At the beginning of treatment, the patient was treated once a month for 3 months in a row, performing pulsed dye laser destruction on the areas. The treatments stopped at 3 months and the patient returned for a reevaluation. Pain and symptomology of the lesions showed some reduction. The areas also had some reduction in their raised character. Another series of treatments was instituted. At this point, an additional three treatments were performed, each treatment occurring every 3 months.

Results

  • After the additional three treatments, the lesions maintained the discoloration but showed a reduction in the raised nature. The superior lesion had a reduction from 6−10 to 1–2 mm and the foot lesion showed a reduction from 10 to 1 mm.

  • There was a significant improvement of symptomology, pain, and discomfort. The patient reported them as predominantly asymptomatic. We thus considered this the end point of treatment with follow-up.

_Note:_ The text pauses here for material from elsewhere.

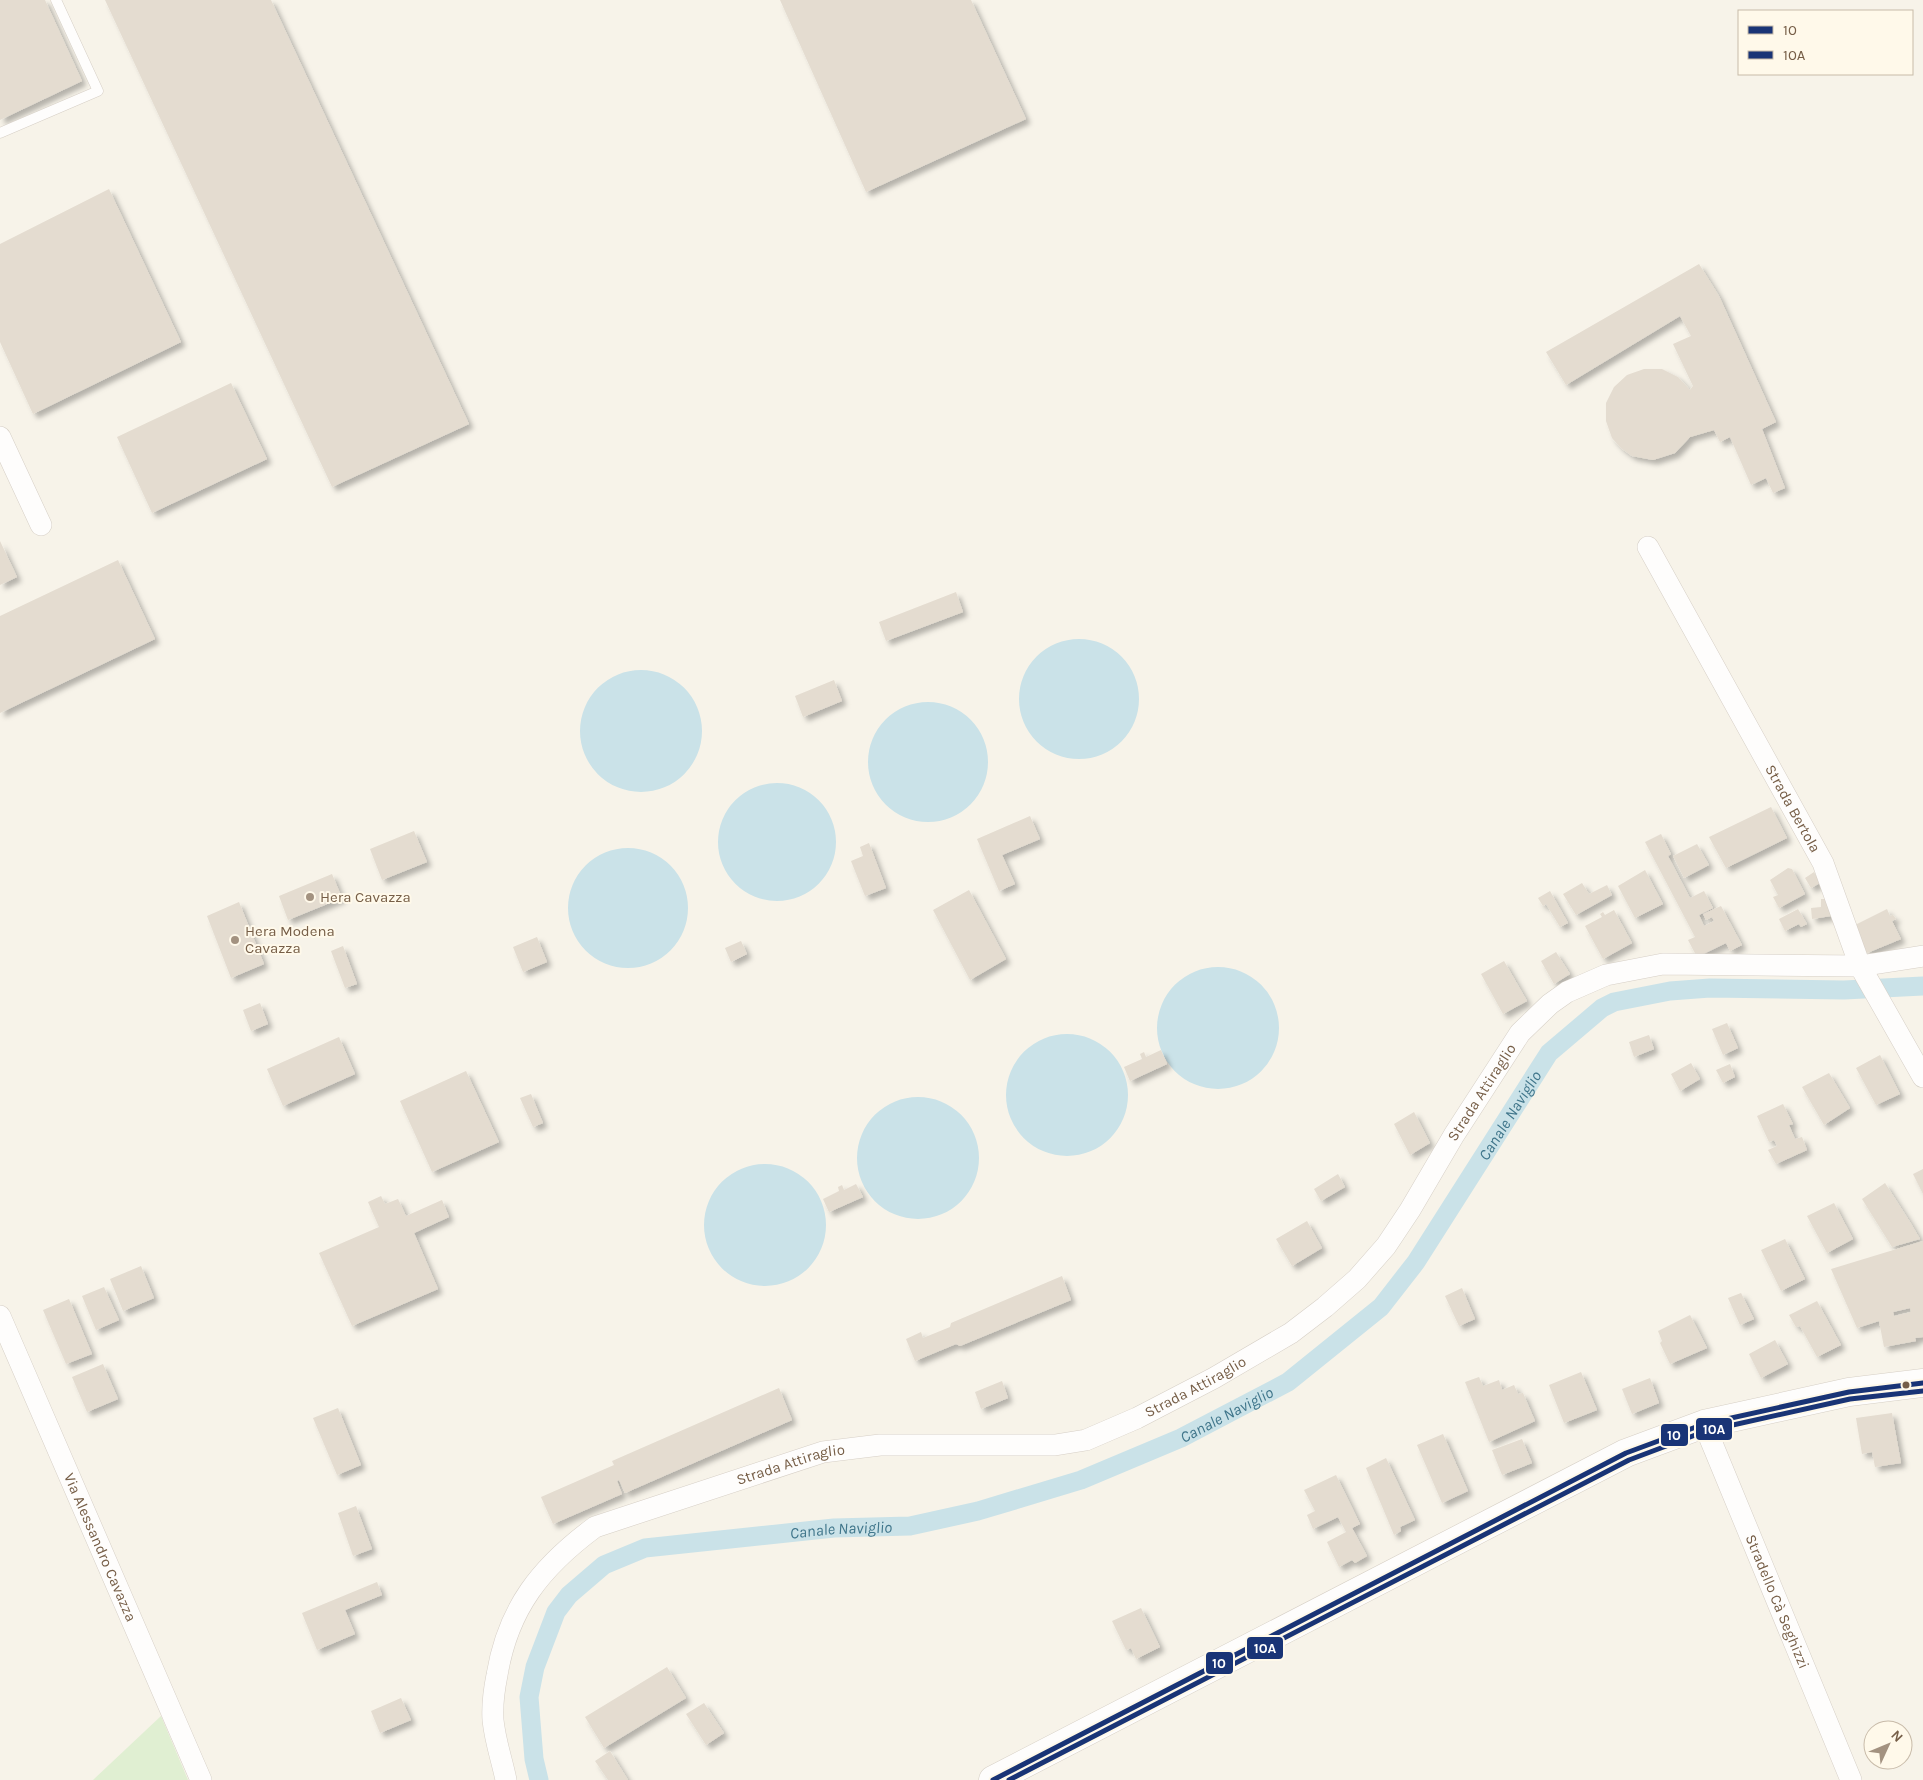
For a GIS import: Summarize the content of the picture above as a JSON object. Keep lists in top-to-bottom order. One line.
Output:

  • Furthermore, symptomatic control of the lesions was observed over 12 months in conjunction with no change in character.

Discussion

This use of the pulsed dye laser as a treatment for Necrobiosis Lipoidica confirms our original belief that extending the treatment period would lead to decreased lesion size, diminished pain, and discomfort associated with Necrobiosis Lipoidica. Ultimately, pulsed dye laser therapy resulted in control of the lesions. These conclusions fall in line with the previous studies applying the pulsed dye laser as a method of treatment. Our experience, in this case is that treatment should be extended beyond 3 months and three treatments. In our case, six treatments occurred over a period of 12 months. Although complete resolution did not occur, we found treatment extension for a prolonged time helped render the lesions asymptomatic for pain and discomfort with a significant reduction in the raised character of the lesions.

Since there is limited data, more studies should be done to elucidate the outcome of pulsed dye laser treatment on Necrobiosis Lipoidica. However, we conclude from this case study that a prolonged treatment schedule can lead to control of symptomatic Necrobiosis Lipoidica.